DIRECTIONS: The records below are to be transcribed exactly as they appear.

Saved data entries
»»

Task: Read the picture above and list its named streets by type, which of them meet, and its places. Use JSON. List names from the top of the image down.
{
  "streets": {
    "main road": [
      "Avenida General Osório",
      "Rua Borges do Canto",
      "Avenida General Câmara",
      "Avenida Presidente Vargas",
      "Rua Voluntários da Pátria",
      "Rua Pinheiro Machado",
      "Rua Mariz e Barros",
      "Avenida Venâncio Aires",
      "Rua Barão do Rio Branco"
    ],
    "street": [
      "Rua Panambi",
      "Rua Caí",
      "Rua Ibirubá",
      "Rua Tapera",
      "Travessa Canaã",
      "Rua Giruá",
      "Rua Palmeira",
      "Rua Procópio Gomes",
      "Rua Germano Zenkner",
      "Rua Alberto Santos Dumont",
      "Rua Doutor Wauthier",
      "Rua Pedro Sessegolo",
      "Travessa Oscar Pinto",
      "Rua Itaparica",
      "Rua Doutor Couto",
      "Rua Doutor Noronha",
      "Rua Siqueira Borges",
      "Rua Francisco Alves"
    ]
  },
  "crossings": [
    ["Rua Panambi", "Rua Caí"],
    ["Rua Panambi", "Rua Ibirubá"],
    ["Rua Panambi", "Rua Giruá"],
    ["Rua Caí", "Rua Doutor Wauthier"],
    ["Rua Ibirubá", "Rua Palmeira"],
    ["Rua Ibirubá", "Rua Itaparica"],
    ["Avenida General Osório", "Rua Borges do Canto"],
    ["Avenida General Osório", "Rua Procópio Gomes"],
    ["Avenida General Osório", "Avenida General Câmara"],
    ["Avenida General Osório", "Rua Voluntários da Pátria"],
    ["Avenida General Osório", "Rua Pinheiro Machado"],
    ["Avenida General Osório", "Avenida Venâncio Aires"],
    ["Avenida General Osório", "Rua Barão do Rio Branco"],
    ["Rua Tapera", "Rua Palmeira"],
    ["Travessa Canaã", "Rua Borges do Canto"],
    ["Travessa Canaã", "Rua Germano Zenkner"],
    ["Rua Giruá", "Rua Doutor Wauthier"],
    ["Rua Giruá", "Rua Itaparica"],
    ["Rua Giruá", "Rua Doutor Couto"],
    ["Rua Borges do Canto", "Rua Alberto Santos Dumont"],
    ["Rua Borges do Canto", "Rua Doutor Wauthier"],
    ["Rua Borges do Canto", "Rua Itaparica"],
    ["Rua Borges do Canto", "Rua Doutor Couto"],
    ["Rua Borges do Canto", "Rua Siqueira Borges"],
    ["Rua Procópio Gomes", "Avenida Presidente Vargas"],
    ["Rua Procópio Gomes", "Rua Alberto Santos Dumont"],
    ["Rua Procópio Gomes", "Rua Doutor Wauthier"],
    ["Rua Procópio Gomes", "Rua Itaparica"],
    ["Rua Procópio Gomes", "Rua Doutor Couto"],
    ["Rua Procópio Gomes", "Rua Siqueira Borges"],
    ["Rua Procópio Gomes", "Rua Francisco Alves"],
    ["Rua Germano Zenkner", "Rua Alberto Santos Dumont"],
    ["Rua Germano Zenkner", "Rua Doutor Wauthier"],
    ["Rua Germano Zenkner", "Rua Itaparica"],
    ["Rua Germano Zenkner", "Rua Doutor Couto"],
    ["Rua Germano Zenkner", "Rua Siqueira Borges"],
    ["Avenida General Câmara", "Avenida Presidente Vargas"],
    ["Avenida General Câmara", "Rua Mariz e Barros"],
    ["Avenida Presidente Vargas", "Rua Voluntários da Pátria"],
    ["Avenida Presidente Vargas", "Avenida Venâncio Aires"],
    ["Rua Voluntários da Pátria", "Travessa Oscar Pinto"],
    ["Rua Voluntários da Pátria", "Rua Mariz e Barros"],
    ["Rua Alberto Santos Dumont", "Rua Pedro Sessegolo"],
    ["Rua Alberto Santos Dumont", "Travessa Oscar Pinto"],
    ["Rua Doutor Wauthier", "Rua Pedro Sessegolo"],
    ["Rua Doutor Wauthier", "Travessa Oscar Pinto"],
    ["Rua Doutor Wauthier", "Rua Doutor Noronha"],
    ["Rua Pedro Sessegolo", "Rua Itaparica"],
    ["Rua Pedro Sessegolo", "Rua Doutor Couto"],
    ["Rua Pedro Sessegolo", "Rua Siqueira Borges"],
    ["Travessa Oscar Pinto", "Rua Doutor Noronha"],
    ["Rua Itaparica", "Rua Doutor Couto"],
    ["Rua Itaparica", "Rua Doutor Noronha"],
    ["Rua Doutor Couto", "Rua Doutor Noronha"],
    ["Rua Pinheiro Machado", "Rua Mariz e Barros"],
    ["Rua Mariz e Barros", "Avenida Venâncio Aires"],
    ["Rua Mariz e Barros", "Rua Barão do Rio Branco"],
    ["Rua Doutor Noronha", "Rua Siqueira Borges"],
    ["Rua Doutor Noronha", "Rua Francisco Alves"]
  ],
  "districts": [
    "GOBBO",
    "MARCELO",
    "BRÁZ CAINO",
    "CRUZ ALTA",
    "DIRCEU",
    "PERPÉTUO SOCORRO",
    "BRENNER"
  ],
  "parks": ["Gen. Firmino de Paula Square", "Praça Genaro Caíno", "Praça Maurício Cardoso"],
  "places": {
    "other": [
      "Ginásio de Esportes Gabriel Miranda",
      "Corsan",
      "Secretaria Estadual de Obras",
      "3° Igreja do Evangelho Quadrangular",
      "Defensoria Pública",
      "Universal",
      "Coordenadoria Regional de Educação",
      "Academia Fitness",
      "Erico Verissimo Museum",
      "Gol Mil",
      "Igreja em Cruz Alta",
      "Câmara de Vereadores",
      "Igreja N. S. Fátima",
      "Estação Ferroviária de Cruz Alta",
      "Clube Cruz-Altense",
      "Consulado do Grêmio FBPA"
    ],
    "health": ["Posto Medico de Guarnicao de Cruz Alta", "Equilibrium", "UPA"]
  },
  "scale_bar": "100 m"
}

««

SOLUTION FOR THIS EXERCISE:
Task: Read the picture above and list its named streets by type, which of them meet, and its places. Use JSON. List names from the top of the image down.
{
  "streets": {
    "main road": [
      "Avenida General Osório",
      "Rua Borges do Canto",
      "Avenida General Câmara",
      "Avenida Presidente Vargas",
      "Rua Voluntários da Pátria",
      "Rua Pinheiro Machado",
      "Rua Mariz e Barros",
      "Avenida Venâncio Aires",
      "Rua Barão do Rio Branco"
    ],
    "street": [
      "Rua Panambi",
      "Rua Caí",
      "Rua Ibirubá",
      "Rua Tapera",
      "Travessa Canaã",
      "Rua Giruá",
      "Rua Palmeira",
      "Rua Procópio Gomes",
      "Rua Germano Zenkner",
      "Rua Alberto Santos Dumont",
      "Rua Doutor Wauthier",
      "Rua Pedro Sessegolo",
      "Travessa Oscar Pinto",
      "Rua Itaparica",
      "Rua Doutor Couto",
      "Rua Doutor Noronha",
      "Rua Siqueira Borges",
      "Rua Francisco Alves"
    ]
  },
  "crossings": [
    ["Rua Panambi", "Rua Caí"],
    ["Rua Panambi", "Rua Ibirubá"],
    ["Rua Panambi", "Rua Giruá"],
    ["Rua Caí", "Rua Doutor Wauthier"],
    ["Rua Ibirubá", "Rua Palmeira"],
    ["Rua Ibirubá", "Rua Itaparica"],
    ["Avenida General Osório", "Rua Borges do Canto"],
    ["Avenida General Osório", "Rua Procópio Gomes"],
    ["Avenida General Osório", "Avenida General Câmara"],
    ["Avenida General Osório", "Rua Voluntários da Pátria"],
    ["Avenida General Osório", "Rua Pinheiro Machado"],
    ["Avenida General Osório", "Avenida Venâncio Aires"],
    ["Avenida General Osório", "Rua Barão do Rio Branco"],
    ["Rua Tapera", "Rua Palmeira"],
    ["Travessa Canaã", "Rua Borges do Canto"],
    ["Travessa Canaã", "Rua Germano Zenkner"],
    ["Rua Giruá", "Rua Doutor Wauthier"],
    ["Rua Giruá", "Rua Itaparica"],
    ["Rua Giruá", "Rua Doutor Couto"],
    ["Rua Borges do Canto", "Rua Alberto Santos Dumont"],
    ["Rua Borges do Canto", "Rua Doutor Wauthier"],
    ["Rua Borges do Canto", "Rua Itaparica"],
    ["Rua Borges do Canto", "Rua Doutor Couto"],
    ["Rua Borges do Canto", "Rua Siqueira Borges"],
    ["Rua Procópio Gomes", "Avenida Presidente Vargas"],
    ["Rua Procópio Gomes", "Rua Alberto Santos Dumont"],
    ["Rua Procópio Gomes", "Rua Doutor Wauthier"],
    ["Rua Procópio Gomes", "Rua Itaparica"],
    ["Rua Procópio Gomes", "Rua Doutor Couto"],
    ["Rua Procópio Gomes", "Rua Siqueira Borges"],
    ["Rua Procópio Gomes", "Rua Francisco Alves"],
    ["Rua Germano Zenkner", "Rua Alberto Santos Dumont"],
    ["Rua Germano Zenkner", "Rua Doutor Wauthier"],
    ["Rua Germano Zenkner", "Rua Itaparica"],
    ["Rua Germano Zenkner", "Rua Doutor Couto"],
    ["Rua Germano Zenkner", "Rua Siqueira Borges"],
    ["Avenida General Câmara", "Avenida Presidente Vargas"],
    ["Avenida General Câmara", "Rua Mariz e Barros"],
    ["Avenida Presidente Vargas", "Rua Voluntários da Pátria"],
    ["Avenida Presidente Vargas", "Avenida Venâncio Aires"],
    ["Rua Voluntários da Pátria", "Travessa Oscar Pinto"],
    ["Rua Voluntários da Pátria", "Rua Mariz e Barros"],
    ["Rua Alberto Santos Dumont", "Rua Pedro Sessegolo"],
    ["Rua Alberto Santos Dumont", "Travessa Oscar Pinto"],
    ["Rua Doutor Wauthier", "Rua Pedro Sessegolo"],
    ["Rua Doutor Wauthier", "Travessa Oscar Pinto"],
    ["Rua Doutor Wauthier", "Rua Doutor Noronha"],
    ["Rua Pedro Sessegolo", "Rua Itaparica"],
    ["Rua Pedro Sessegolo", "Rua Doutor Couto"],
    ["Rua Pedro Sessegolo", "Rua Siqueira Borges"],
    ["Travessa Oscar Pinto", "Rua Doutor Noronha"],
    ["Rua Itaparica", "Rua Doutor Couto"],
    ["Rua Itaparica", "Rua Doutor Noronha"],
    ["Rua Doutor Couto", "Rua Doutor Noronha"],
    ["Rua Pinheiro Machado", "Rua Mariz e Barros"],
    ["Rua Mariz e Barros", "Avenida Venâncio Aires"],
    ["Rua Mariz e Barros", "Rua Barão do Rio Branco"],
    ["Rua Doutor Noronha", "Rua Siqueira Borges"],
    ["Rua Doutor Noronha", "Rua Francisco Alves"]
  ],
  "districts": [
    "GOBBO",
    "MARCELO",
    "BRÁZ CAINO",
    "CRUZ ALTA",
    "DIRCEU",
    "PERPÉTUO SOCORRO",
    "BRENNER"
  ],
  "parks": ["Gen. Firmino de Paula Square", "Praça Genaro Caíno", "Praça Maurício Cardoso"],
  "places": {
    "other": [
      "Ginásio de Esportes Gabriel Miranda",
      "Corsan",
      "Secretaria Estadual de Obras",
      "3° Igreja do Evangelho Quadrangular",
      "Defensoria Pública",
      "Universal",
      "Coordenadoria Regional de Educação",
      "Academia Fitness",
      "Erico Verissimo Museum",
      "Gol Mil",
      "Igreja em Cruz Alta",
      "Câmara de Vereadores",
      "Igreja N. S. Fátima",
      "Estação Ferroviária de Cruz Alta",
      "Clube Cruz-Altense",
      "Consulado do Grêmio FBPA"
    ],
    "health": ["Posto Medico de Guarnicao de Cruz Alta", "Equilibrium", "UPA"]
  },
  "scale_bar": "100 m"
}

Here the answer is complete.